Overview

Learn how to improve the relevance of your search and RAG systems with reranking.

What is a reranker?

A reranker is a specialized model that improves search relevancy by reassessing and reordering a set of retrieved documents based on their relevance to a given query. It takes a query and a set of text inputs (called 'documents'), and returns a relevancy score for each document relative to the given query. This process helps filter and prioritize the most pertinent information, enhancing the quality of search results.

In Retrieval Augmented Generation (RAG) pipelines, the reranking step sits between the initial retrieval step and the final generation phase. It acts as a quality filter, refining the selection of documents that will be used as context for language models. By ensuring that only the most relevant information is passed to the generation phase, rerankers play a crucial role in improving the accuracy of generated responses while potentially reducing processing costs.

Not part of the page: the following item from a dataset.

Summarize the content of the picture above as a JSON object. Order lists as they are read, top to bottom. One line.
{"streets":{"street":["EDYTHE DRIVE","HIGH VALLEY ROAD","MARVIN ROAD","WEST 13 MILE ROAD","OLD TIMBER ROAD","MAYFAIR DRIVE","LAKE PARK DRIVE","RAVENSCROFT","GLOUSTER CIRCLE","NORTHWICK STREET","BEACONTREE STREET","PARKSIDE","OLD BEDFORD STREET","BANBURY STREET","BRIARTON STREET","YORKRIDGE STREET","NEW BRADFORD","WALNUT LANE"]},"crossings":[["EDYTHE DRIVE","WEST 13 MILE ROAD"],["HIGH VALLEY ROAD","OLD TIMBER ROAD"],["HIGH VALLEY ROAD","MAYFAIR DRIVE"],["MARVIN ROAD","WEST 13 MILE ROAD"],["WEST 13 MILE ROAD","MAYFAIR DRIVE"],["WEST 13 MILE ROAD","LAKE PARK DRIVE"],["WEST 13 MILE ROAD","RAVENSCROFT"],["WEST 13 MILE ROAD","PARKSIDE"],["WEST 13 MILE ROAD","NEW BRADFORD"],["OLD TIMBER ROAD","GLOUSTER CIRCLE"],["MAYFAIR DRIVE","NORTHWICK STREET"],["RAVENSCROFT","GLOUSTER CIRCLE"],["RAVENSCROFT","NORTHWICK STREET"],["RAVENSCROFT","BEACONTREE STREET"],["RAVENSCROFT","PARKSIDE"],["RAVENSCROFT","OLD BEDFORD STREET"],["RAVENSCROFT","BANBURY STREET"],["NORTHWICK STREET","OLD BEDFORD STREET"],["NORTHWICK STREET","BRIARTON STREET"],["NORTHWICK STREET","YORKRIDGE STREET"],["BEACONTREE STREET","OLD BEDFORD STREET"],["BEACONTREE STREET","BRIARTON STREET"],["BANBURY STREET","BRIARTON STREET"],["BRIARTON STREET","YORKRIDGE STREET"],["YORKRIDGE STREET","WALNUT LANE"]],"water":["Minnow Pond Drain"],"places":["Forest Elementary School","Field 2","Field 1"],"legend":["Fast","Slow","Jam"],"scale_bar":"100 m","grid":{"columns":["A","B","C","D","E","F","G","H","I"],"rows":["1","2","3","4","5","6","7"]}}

How does Together's Rerank API work?

Together's serverless Rerank API allows you to seamlessly integrate supported rerank models into your enterprise applications. It takes in a query and a number of documents, and outputs a relevancy score and ordering index for each document. It can also filter its response to the n most relevant documents.

Together's Rerank API is also compatible with Cohere Rerank, making it easy to try out our reranker models on your existing applications.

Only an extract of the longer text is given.